IN THE
TENTH COURT OF APPEALS
No. 10-05-00402-CV
In re Diana Faye Lewis, Individually and as
Independent Executrix of the Estate of
Doris A. Lewis, Deceased, and as Trustee
Of the Doris A. Lewis Living Trust
Original Proceeding
DISSENTING Opinion
It has always been the accepted general rule that the trial court clerk does not proceed to file a pleading until the filing fee is paid. The Supreme Court did create an exception when the time of filing was critical to preserving a party’s ability to pursue an appeal. This line of cases is easily distinguished in that the exception created relates to the preservation of the right of appeal.[1] The motion in our case does not impact the perfection of the right to an appeal for having the merits of the case reviewed, so the exception to the general rule created by the line of cases cited by the relator and the majority should not be applied to this case. As stated by the Texas Supreme Court in the last pronouncement of the policy for this line of cases, “We construe the Rules of Appellate Procedure liberally, so that decisions turn on substance rather than procedural technicality.” Garza, 137 S.W.3d at 38. But the issue before us is entirely a rule of procedure, and the rules should be enforced – otherwise, chaos reigns.
There is one case in this line of cases with a secondary holding that is, however, applicable to our case. In Garza, the Texas Supreme Court notes that there are two effects of filing the motion. First, it sets the appellate time table. The holding on this issue is that the filing of the motion for new trial, even without the payment of the filing fee, extended the time within which a notice of appeal could be filed. The second holding was that the failure to timely pay the filing fee before the court lost its plenary power meant that the motion for new trial did not preserve the appellant’s factual insufficiency complaint for review, because that issue was never properly made to the trial court. Garza, 137 S.W.3d at 38.
In our case, the real-party-in-interest filed its motion to transfer the case to a district court prior to the time the fee was paid on the relator’s motion to transfer the case to a probate court. Thus, by the time the fee was paid for relator’s motion, the trial court had lost the authority to do anything other than to grant the real-party-in-interest’s motion. In effect, applying the second holding in Garza, the relator failed to preserve his right to have the case transferred to a probate court because, by the time the relator paid the filing fee, the real-party-in-interest had already filed a motion to transfer the case to a district court which the trial court had no option but to grant. Thus, by the time the relator paid the fee, the trial court had no authority to transfer the case to a probate court.
Relator did not pay the filing fee when the motion to transfer was first presented for filing. The natural result of this failure under the general rule is that the clerk did not file the motion.

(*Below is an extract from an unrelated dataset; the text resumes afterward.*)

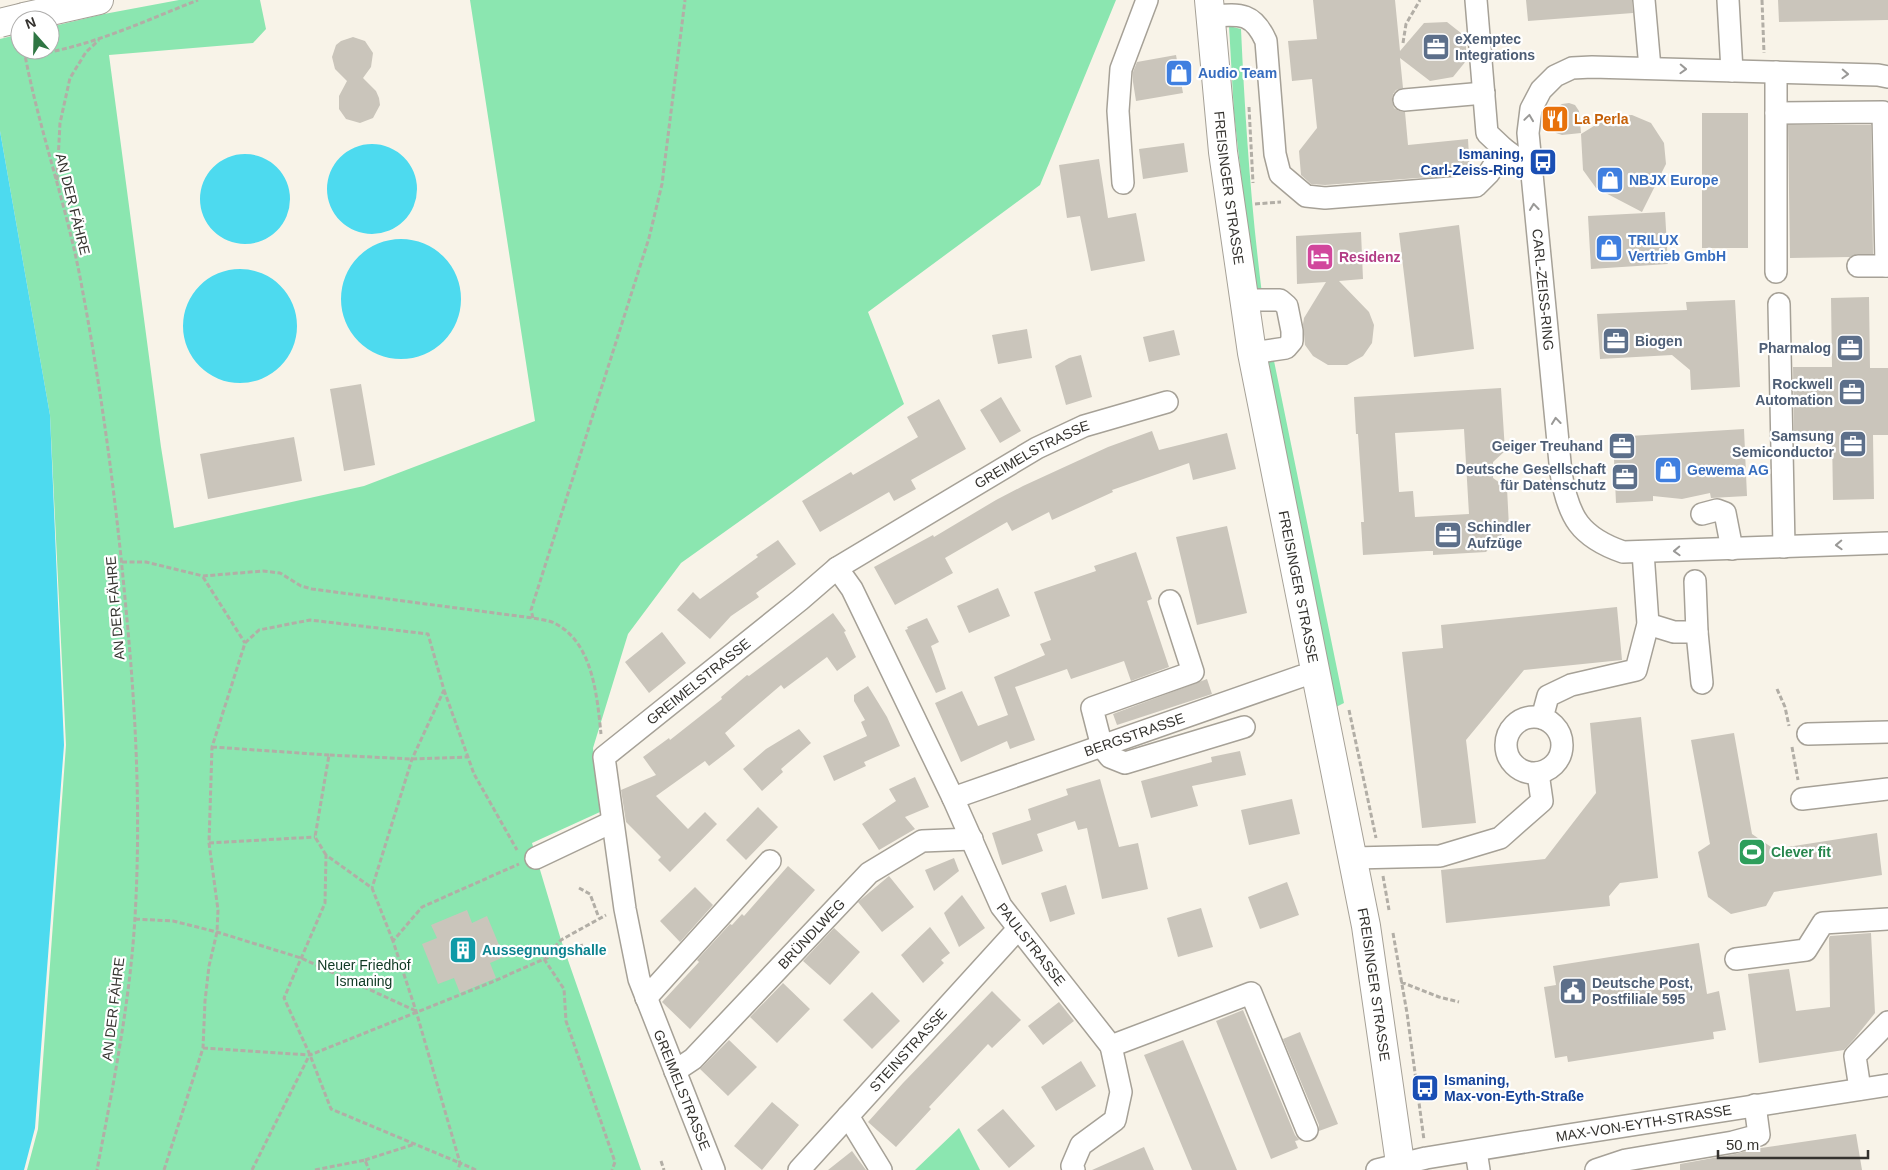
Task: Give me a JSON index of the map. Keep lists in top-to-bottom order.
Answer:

Before relator paid the filing fee and tendered the motion to transfer the case[2] to a probate judge, a motion to transfer the case to a district judge was filed. See Tex. Prob. Code Ann. § 5(b)(1) & (2) (Vernon Supp. 2005). The appropriate fee was paid when the motion to transfer the case to a district judge was tendered for filing. The county judge did what any reasonable, analytical, rules-oriented person would have done – he granted the first properly filed motion to transfer the case. Indeed, it could be viewed as what we are determining is whether the district clerk should be compelled to give relator’s motion a filing date prior to the date that it was actually filed.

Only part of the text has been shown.